Comment 3 Sachin Pandit 2014-01-16 06:13:41 UTC
This was happening if the snap description contained multiple words.
Till now we were handling the (key,value) containing only single value ( no space in between), But in Description the user can specify multiple words and while reading the value during glusterd restart there was mismatch in the key value pair.
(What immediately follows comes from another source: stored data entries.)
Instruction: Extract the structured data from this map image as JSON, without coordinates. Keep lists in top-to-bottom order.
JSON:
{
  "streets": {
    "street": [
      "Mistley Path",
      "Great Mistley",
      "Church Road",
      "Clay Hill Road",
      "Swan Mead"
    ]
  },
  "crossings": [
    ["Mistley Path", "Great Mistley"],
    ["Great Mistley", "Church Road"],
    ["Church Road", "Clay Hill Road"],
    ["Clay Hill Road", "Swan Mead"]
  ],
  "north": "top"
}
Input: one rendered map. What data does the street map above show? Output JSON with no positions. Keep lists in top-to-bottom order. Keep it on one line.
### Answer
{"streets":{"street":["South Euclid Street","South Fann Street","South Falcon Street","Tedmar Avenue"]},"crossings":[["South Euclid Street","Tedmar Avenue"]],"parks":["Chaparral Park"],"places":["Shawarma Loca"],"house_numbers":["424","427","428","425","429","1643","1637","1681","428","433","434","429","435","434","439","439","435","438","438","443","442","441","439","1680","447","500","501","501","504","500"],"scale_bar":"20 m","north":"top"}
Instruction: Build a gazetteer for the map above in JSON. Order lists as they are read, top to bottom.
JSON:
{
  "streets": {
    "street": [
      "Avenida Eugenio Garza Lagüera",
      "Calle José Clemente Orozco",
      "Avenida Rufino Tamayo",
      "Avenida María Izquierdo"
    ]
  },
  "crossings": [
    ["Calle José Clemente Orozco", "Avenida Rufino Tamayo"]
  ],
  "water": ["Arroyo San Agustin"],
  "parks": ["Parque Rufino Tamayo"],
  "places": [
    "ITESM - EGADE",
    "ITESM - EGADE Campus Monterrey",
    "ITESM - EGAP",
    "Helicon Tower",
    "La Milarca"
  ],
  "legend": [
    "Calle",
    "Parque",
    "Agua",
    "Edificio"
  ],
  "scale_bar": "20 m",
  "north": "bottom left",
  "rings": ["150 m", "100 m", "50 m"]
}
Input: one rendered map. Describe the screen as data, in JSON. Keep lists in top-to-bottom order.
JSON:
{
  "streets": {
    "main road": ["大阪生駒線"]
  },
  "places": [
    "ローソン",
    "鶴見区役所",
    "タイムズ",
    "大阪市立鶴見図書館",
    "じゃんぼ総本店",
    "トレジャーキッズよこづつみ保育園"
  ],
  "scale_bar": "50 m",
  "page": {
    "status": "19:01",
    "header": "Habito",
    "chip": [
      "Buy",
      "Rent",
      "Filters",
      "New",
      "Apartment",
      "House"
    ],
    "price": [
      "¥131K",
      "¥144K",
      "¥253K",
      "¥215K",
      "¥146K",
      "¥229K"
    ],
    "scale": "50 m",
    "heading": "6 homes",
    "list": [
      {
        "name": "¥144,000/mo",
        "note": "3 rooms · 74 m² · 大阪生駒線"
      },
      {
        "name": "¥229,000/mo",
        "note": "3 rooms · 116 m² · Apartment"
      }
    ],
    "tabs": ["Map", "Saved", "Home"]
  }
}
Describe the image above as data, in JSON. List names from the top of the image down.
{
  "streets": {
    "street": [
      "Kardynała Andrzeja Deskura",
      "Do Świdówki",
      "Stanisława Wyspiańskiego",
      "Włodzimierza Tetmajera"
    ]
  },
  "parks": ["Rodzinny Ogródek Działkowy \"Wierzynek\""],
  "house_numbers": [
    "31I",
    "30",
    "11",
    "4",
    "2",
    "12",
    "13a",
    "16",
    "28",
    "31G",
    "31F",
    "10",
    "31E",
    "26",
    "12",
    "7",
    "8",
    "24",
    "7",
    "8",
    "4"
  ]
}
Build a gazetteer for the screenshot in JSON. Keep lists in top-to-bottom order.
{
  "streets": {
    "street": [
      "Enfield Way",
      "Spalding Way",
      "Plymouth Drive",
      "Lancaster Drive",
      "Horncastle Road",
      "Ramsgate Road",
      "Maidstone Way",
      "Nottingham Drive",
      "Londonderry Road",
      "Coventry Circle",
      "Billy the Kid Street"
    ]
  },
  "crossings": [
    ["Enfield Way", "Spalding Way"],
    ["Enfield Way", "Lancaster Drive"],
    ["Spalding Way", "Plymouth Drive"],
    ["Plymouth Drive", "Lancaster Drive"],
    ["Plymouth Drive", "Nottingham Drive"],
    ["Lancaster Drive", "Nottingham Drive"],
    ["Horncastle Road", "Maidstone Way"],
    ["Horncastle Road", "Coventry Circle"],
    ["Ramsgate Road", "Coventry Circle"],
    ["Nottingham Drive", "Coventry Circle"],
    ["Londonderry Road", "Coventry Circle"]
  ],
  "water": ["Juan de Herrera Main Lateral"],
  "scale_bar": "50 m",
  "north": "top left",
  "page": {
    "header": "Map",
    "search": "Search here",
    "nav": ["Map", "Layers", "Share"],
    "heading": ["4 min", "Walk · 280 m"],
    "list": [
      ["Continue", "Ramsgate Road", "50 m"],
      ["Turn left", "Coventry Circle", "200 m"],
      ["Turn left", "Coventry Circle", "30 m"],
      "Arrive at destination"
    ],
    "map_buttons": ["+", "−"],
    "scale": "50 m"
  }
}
This has been fixed in patch http://review.gluster.org/#/c/6543/.

Comment 4 senaik 2014-01-20 12:05:11 UTC
Version :  3.4.1.snap.jan15.2014git
=========

Repeated the steps as mentioned in Description, after creating CG s with multiple volumes , and listing them before and after restarting glusterd did not result in glusterd crash.

Marking the bug as 'Verified'

Comment 6 Nagaprasad Sathyanarayana 2014-04-21 06:18:06 UTC
Marking snapshot BZs to RHS 3.0.

Comment 7 ssamanta 2014-04-21 11:16:15 UTC
Not in scope for Denali.

Comment 8 Nagaprasad Sathyanarayana 2014-05-06 12:06:00 UTC
Fixing RHS 3.0 flags.

Comment 9 Nagaprasad Sathyanarayana 2014-05-06 12:12:53 UTC
Fixing RHS 3.0 flags.

Comment 10 Nagaprasad Sathyanarayana 2014-05-19 10:56:42 UTC
Setting flags required to add BZs to RHS 3.0 Errata

Comment 11 rjoseph 2014-05-26 07:23:49 UTC
CG functionality is removed from snapshot code. Therefore moving the bug to close state.